While campaigning in California last May, Donald Trump told the crowd of cheering supporters, “There is no drought” – a stunning claim that invited his listeners to deny their own lived experience. Since 2011, drought in California, Texas, and much of the southwest have led to draconian crackdowns on everything from lawn-watering to car-washing to water-hoarding.

“You have a water problem that is so insane,” Trump said. “It is so ridiculous where they are taking the water and shoving it out to sea … If I win, believe me, we’re going to start opening up the water.”

Trump’s pick for Secretary of State, Rex Tillerson, as Chair and CEO of ExxonMobil, told the US Council on Foreign Relations (June 27, 2012), “There is plenty of water. It’s just not in all the right places,” calling it “a water distribution problem.”

Site C

Making water available to “the right places” has been the dream of megaproject promoters of bulk water export ever since the 1950s, when the US Army Corps of Engineers mapped Canada’s freshwater resources in fulfillment of their government mandate to make sure America would never run out of water.

According to BC agronomist Wendy Holm, Site C “is exactly where it needs to be to deliver continental water-sharing plans” like NAWAPA, the North American Water and Power Alliance. The highly controversial BC Hydro Site C dam project will create an 83-kilometre-long reservoir in the Peace River Valley, which is already the site of two previously-built dams.

Now that the Prophet River and West Moberly First Nations have lost their Federal Appeal Court treaty challenge to Site C, there is little in the way of the $9 billion project.

The NAWAPA “water-sharing” plan, unveiled in 1964 by the California-based Ralph M. Parsons Company (now called Parsons Corporation), was based on those Army Corps maps, and taken to a new level of engineering grandiosity. NAWAPA would divert water from the Yukon, Laird, Fraser, Peace and Columbia Rivers for use in Canada, the US and Mexico through a series of reservoirs, canals, pipelines, tunnels and pumping stations.

NAWAPA (North American Water and Power Alliance) MapNAWAPA (North American Water and Power Alliance) Map NAWAPA (North American Water and Power Alliance) Map

Parsons Company’s 1964 plan stated: “Water is now our number one continental problem and must be solved on a continental scale.” NAWAPA would “take advantage of the geography and climatology of the North American Continent, utilizing the excess water of the high yield watersheds of the far northwestern land masses by distributing it to the water deficient areas of Canada, the United States, and northern Mexico in sufficient quantities to assure water supplies [for] the next one hundred years or more.”
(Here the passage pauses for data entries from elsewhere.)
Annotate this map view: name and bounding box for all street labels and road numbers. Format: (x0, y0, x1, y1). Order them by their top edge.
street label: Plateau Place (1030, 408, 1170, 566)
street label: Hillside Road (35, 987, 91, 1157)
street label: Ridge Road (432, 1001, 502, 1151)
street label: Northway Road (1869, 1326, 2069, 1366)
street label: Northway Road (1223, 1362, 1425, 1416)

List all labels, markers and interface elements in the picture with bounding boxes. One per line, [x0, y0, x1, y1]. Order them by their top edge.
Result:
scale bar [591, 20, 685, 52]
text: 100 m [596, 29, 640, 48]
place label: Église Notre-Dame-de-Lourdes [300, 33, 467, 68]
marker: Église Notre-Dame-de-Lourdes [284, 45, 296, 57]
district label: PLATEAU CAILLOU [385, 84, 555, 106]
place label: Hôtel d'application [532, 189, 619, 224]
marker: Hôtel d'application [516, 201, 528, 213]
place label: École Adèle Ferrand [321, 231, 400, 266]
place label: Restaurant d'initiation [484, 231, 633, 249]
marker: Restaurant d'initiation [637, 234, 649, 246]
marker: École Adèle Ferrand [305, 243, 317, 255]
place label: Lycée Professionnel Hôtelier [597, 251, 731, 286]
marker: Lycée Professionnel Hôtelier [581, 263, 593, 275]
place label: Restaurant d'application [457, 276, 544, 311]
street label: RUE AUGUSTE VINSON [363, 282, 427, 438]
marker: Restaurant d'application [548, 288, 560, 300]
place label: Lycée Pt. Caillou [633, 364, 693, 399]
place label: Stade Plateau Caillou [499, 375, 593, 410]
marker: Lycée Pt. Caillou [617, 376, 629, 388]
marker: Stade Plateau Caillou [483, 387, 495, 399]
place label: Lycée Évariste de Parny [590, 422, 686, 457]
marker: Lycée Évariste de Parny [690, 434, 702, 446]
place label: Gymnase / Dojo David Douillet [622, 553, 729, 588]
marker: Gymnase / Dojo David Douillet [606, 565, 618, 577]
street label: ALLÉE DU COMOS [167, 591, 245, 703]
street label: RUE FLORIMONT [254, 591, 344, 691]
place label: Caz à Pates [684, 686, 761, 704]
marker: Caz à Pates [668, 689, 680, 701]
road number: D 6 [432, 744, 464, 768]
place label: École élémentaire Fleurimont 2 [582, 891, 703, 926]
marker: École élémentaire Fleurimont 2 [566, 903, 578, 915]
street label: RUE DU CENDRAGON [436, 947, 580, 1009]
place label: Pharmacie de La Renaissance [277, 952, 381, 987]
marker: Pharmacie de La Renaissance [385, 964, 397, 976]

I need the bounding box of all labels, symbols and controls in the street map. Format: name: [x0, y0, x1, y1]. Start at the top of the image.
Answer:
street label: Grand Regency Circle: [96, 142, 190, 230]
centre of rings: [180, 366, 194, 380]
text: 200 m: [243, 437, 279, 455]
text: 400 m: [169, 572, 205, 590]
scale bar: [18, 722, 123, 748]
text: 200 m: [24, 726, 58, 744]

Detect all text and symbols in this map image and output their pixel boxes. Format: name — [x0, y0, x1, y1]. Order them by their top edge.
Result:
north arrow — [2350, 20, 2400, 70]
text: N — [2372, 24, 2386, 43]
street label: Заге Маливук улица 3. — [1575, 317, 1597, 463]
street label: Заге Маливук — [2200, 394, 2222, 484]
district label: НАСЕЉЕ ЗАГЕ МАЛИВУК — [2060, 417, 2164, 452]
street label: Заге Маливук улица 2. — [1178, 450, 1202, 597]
NAWAPA’s goal: the annual delivery of 158 million acre-feet of freshwater to (in Tillerson’s words) “the right places.”

Watershed Sentinel’s clippings archive reveals that interest in NAWAPA has re-emerged almost every dozen years or so, usually coinciding with US periods of drought. But this time, critics are warning that many of the reservoirs, canals, pipelines, etc., are already in place, having been built incrementally since the 1950s.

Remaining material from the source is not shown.